A Rationality Theorem

In the last lecture, I mentioned that it is incredibly difficult to say anything precise about $L(E,s)$, even with the above formulas. For example, it is a very deep theorem (Gross-Zagier) that there is an elliptic curve such that

$$L(E,s) = c(s-1)^3 +$$    higher terms$$,$$

and nobody has any idea how to prove that there is an elliptic curve with

$$L(E,s) = c(s-1)^4 +$$    higher terms$$.$$

Fortunately, it is possible to decide whether or not $L(E,1)=0$.

Theorem 4.1   Let $y^2 = x^3 + ax + b$ be an elliptic curve. Let

$$\Omega_E = \int_{\gamma}^{\infty} \frac{dx}{\sqrt{x^3+ax+b}},$$

where $\gamma$ is the largest real root of $x^3 +ax+b$. Then

$$\frac{L(E,1)}{\Omega_E} \in \mathbb{Q}$$

and it is straightforward in any particular case to bound the denominator of that rational number.

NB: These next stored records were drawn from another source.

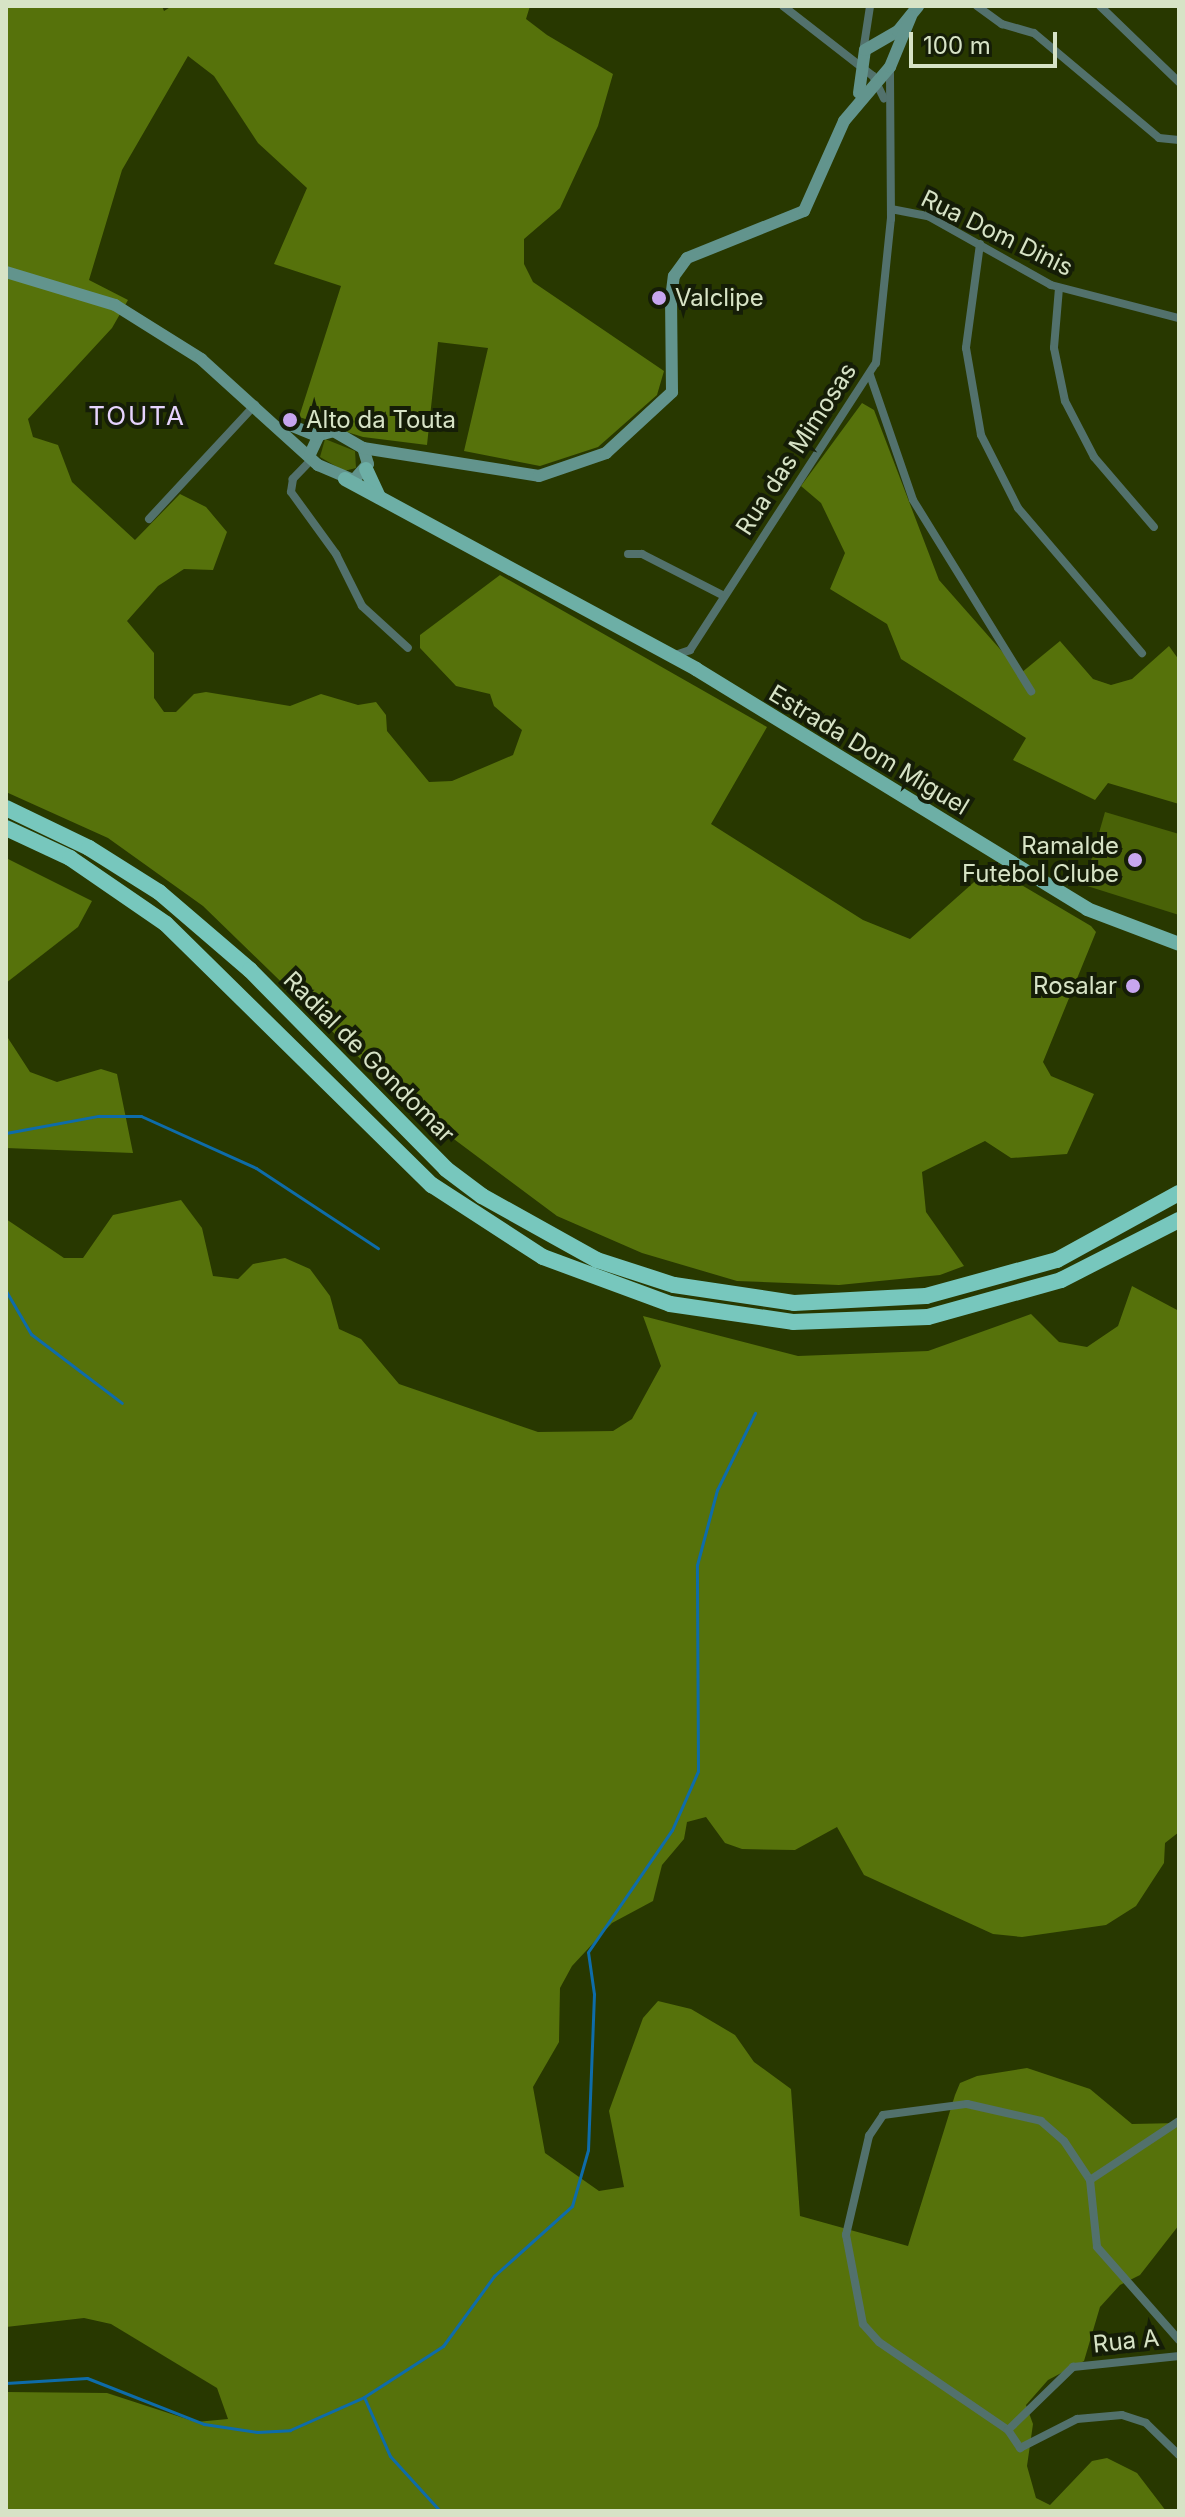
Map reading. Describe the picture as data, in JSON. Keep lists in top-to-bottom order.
{
  "streets": {
    "highway": ["Radial de Gondomar"],
    "main road": ["Estrada Dom Miguel"],
    "street": ["Rua Dom Dinis", "Rua das Mimosas", "Rua A"]
  },
  "crossings": [
    ["Rua Dom Dinis", "Rua das Mimosas"]
  ],
  "districts": ["TOUTA"],
  "places": [
    "Valclipe",
    "Alto da Touta",
    "Ramalde Futebol Clube",
    "Rosalar"
  ],
  "scale_bar": "100 m"
}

In practice, one computes this integral using the ``Arithmetic-Geometric Mean''. In PARI, $\Omega_E$ is approximated by E.omega[1] (times a small power of $2$).

Example 4.2   Let $E$ be the elliptic curve $y^2 = x^3 - 43x + 166$. We compute $L(E,1)$ using the above formula and observe that $L(E,1)/\Omega_E$ appears to be a rational number, as predicted by the theorem.

? E = ellinit([0,0,0,-43,166]);
? E = ellchangecurve(E, ellglobalred(E)[2]);
? eps = ellrootno(E)
%77 = 1
? N = ellglobalred(E)[1]
%78 = 26
? L = (1+eps) * sum(n=1,100, ellak(E,n)/n * exp(-2*Pi*n/sqrt(N)))
%79 = 0.6209653495490554663758626727
? Om = E.omega[1]
%80 = 4.346757446843388264631038710
? L/Om
%81 = 0.1428571428571428571428571427
? contfrac(L/Om)
%84 = [0, 7]
? 1/7.0
%85 = 0.1428571428571428571428571428
? elltors(E)
%86 = [7, [7], [[1, 0]]]

Notice that in this example, $L(E,1)/\Omega_E = 1/7 = 1/\char93 E(\mathbb{Q})$. This is shadow of a more refined conjecture of Birch and Swinnerton-Dyer.

Monday's lecture will be filled with numerical examples and numerical evidence for the Birch and Swinnerton-Dyer conjecture. Wednesday's lecture will be a review for the take-home FINAL EXAM.